My code is running on both the GPUs (checked with nvidia-smi), but I am having doubt that even though during forward() both the GPUs are being used, compute_loss and update are only processing loss/gradients for the model living at cuda:0, because I’m calling compute_loss and update via module.

Or it could be that the loss is linked to both the GPU’s gradients through the computation graph since model(xb) returned combined y from both the GPUs and because of that loss.backward() would run through both of them.

Could you please shed some lights on my doubt?
Thank you so much!

ptrblck · March 10, 2022, 7:57am

The loss will be computed on the default device, but the backward pass should be executed on both devices again as the loss calculation should still be attached for the computation graph created in the forward on both devices.

smmislam · March 11, 2022, 1:13am

@ptrblck Thank you for your comment!

Meanwhile I was able to find another very useful thread where a beautiful illustration of how DataParallel actually works in the background is shared.

I think that the code that I shared above, might not work properly, because I declared the optimizer as part of the model. And, since I’m calling the optimizer through module, it will only update the default GPU’s model weights. Even if the errors manages to flow back to both the models because of linked computation graph, I do not see any routine to merge the gradients as one and make one global update.

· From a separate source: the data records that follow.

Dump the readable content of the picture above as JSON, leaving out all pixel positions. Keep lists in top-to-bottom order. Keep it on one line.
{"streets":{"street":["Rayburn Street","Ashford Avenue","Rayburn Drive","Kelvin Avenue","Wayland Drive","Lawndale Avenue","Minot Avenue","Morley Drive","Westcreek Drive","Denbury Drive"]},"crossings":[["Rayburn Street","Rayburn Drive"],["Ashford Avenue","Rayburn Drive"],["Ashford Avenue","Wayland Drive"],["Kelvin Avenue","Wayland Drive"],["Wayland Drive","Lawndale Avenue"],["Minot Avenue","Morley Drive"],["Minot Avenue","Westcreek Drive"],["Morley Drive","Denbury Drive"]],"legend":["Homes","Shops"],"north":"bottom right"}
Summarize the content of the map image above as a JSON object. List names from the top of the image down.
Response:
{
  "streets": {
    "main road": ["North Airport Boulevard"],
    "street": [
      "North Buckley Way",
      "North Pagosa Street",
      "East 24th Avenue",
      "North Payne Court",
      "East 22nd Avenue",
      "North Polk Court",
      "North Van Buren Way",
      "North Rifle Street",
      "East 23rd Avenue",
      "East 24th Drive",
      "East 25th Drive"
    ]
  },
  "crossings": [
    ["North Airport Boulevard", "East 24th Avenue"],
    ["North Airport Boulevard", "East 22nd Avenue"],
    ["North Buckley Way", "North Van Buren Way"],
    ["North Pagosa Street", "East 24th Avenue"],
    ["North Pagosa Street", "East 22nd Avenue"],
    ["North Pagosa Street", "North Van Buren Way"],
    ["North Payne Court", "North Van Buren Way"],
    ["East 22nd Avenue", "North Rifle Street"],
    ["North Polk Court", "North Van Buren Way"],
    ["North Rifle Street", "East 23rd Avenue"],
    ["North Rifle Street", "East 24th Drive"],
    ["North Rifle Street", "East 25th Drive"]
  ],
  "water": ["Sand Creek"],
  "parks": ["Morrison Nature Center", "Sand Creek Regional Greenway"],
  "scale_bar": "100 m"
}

However, if I instantiate optimizer independently and call it on model.parameters from the main() step 5 and 6 (from the illustration) should run as intended.

@rasbt Thank you so much for the illustration. Do you think my above remark is correct?

ptrblck · March 11, 2022, 4:58am

I don’t think the description is completely correct for nn.DataParallel as you would be handling a single model only and the gradients should be already reduced to the default model on the default device.
However, we generally don’t recommend nn.DataParallel as it’s slower than DistributedDataParallel so I also don’t know who the “internal” optimizer might behave.
In any case, since you have concerns I would recommend to run a quick test using defined data to check the behavior.

smmislam · March 11, 2022, 5:18am

I could not really see which specific command would cause this reduction of gradients. Unless there is some mechanism inside the optimizer to check if there are multiple GPUs involved and hence reduce the gradients automatically.

But, I would like to do the quick test you mentioned. What do you mean by defined data? And how to do such tests? Would really appreciate if you could point me somewhere with a bit more explanation.

Apologies for the noob questions.

ptrblck · March 11, 2022, 6:12am

This blog post as well as the post you’ve linked in your previous method show where the gradients are reduced to the default device.